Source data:
◇ ◇ ◇ ◇

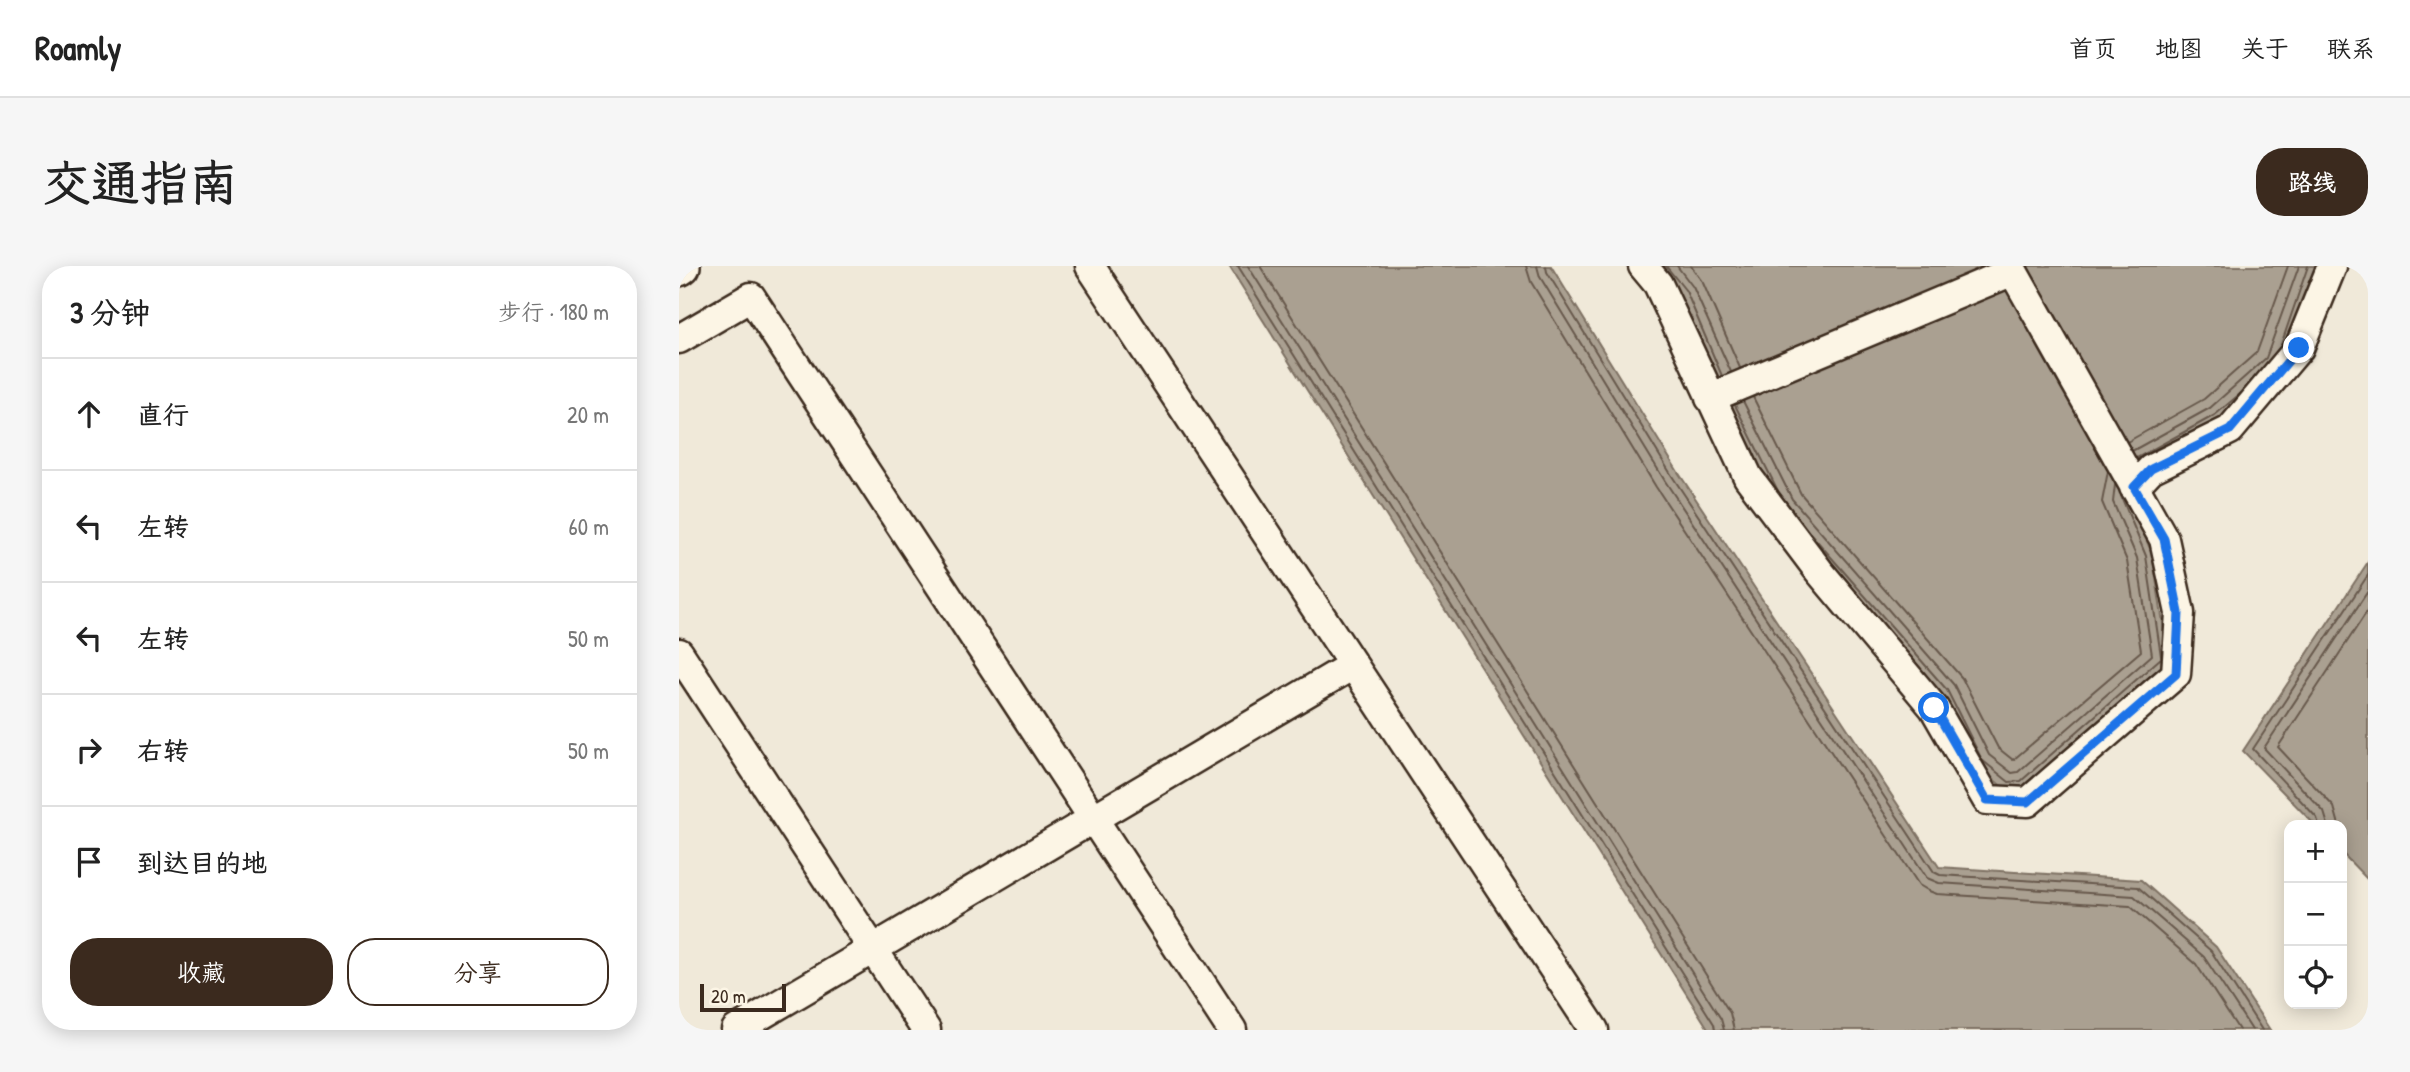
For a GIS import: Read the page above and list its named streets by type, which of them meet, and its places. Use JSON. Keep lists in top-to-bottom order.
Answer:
{
  "scale_bar": "20 m",
  "page": {
    "header": "Roamly",
    "nav": [
      "首页",
      "地图",
      "关于",
      "联系"
    ],
    "buttons": [
      "路线",
      ["收藏", "分享"]
    ],
    "title": "交通指南",
    "heading": ["3 分钟", "步行 · 180 m"],
    "list": [
      ["直行", "20 m"],
      ["左转", "60 m"],
      ["左转", "50 m"],
      ["右转", "50 m"],
      "到达目的地"
    ],
    "map_buttons": ["+", "−"],
    "scale": "20 m"
  }
}
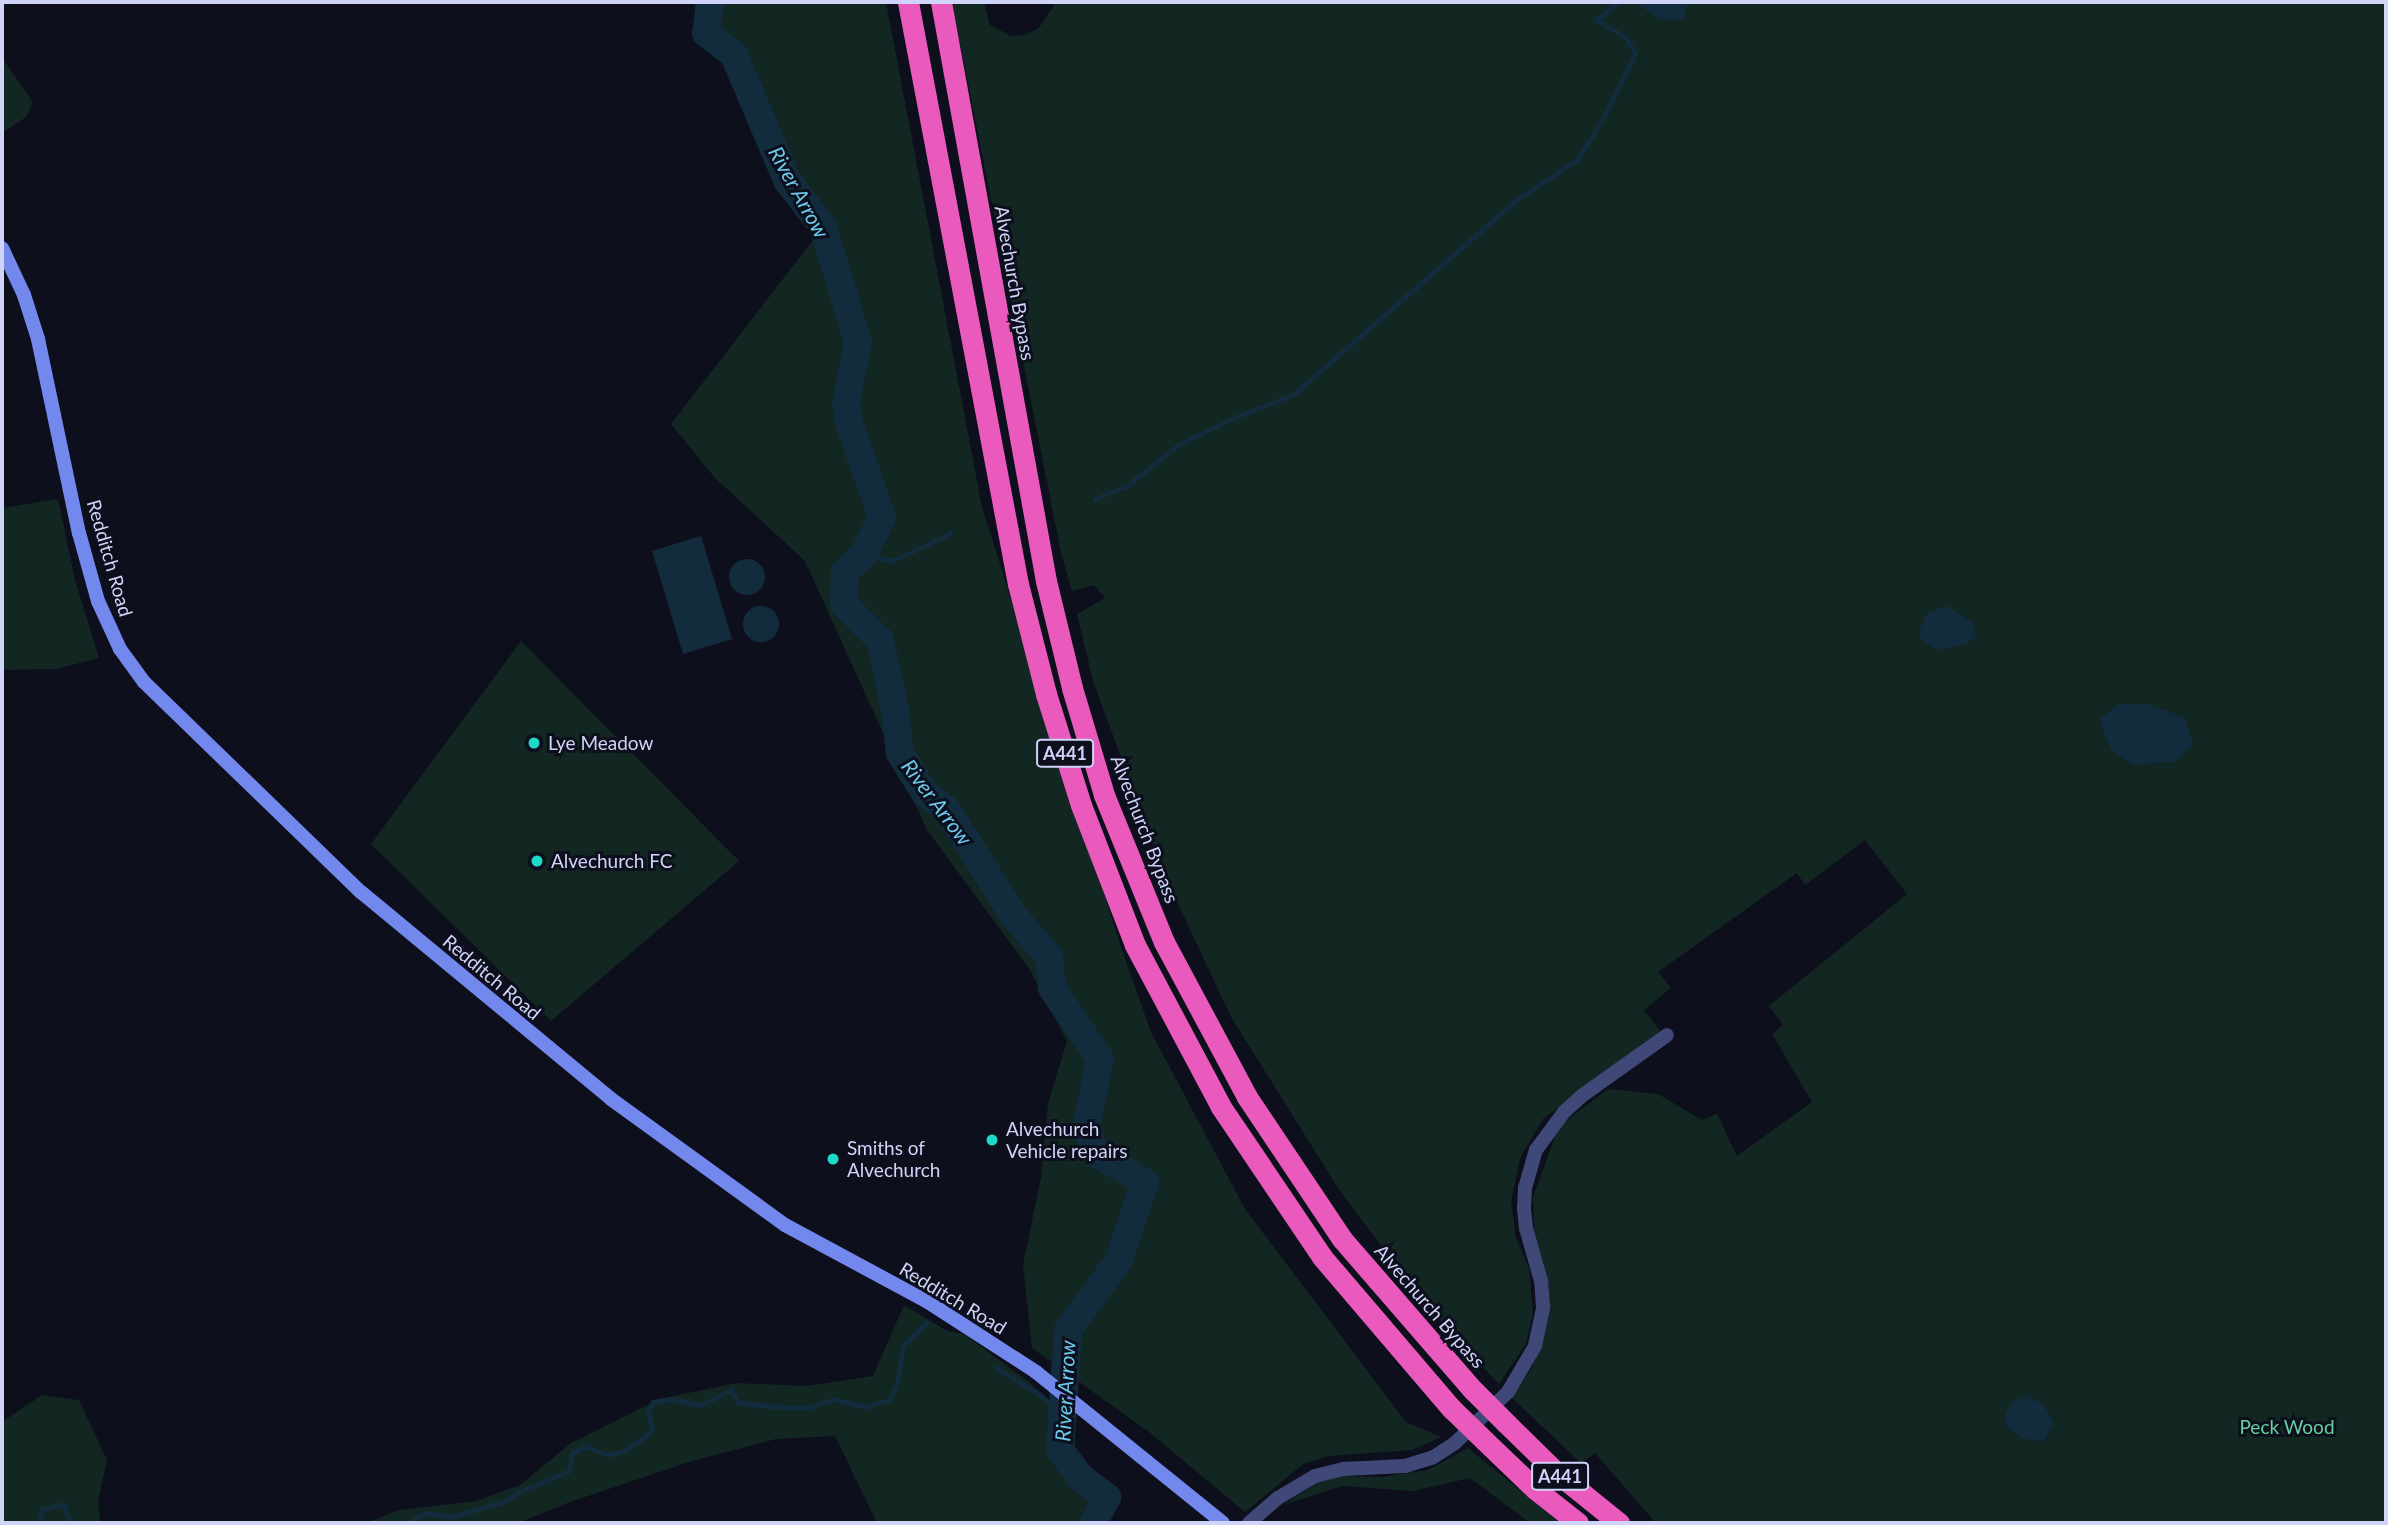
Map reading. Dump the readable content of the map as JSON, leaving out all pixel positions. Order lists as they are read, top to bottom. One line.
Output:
{"streets":{"highway":["Alvechurch Bypass","A441"],"main road":["Redditch Road"]},"water":["River Arrow"],"parks":["Peck Wood"],"places":["Lye Meadow","Alvechurch FC","Alvechurch Vehicle repairs","Smiths of Alvechurch"]}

◇ ◇ ◇ ◇

### What is being asked
Whenever images occur above, omit them and retype each line exactly as it stands.

### Answer
For a GIS import: Read the page above and list its named streets by type, which of them meet, and its places. Use JSON. Keep lists in top-to-bottom order.
Answer:
{
  "scale_bar": "20 m",
  "page": {
    "header": "Roamly",
    "nav": [
      "首页",
      "地图",
      "关于",
      "联系"
    ],
    "buttons": [
      "路线",
      ["收藏", "分享"]
    ],
    "title": "交通指南",
    "heading": ["3 分钟", "步行 · 180 m"],
    "list": [
      ["直行", "20 m"],
      ["左转", "60 m"],
      ["左转", "50 m"],
      ["右转", "50 m"],
      "到达目的地"
    ],
    "map_buttons": ["+", "−"],
    "scale": "20 m"
  }
}
Map reading. Dump the readable content of the map as JSON, leaving out all pixel positions. Order lists as they are read, top to bottom. One line.
Output:
{"streets":{"highway":["Alvechurch Bypass","A441"],"main road":["Redditch Road"]},"water":["River Arrow"],"parks":["Peck Wood"],"places":["Lye Meadow","Alvechurch FC","Alvechurch Vehicle repairs","Smiths of Alvechurch"]}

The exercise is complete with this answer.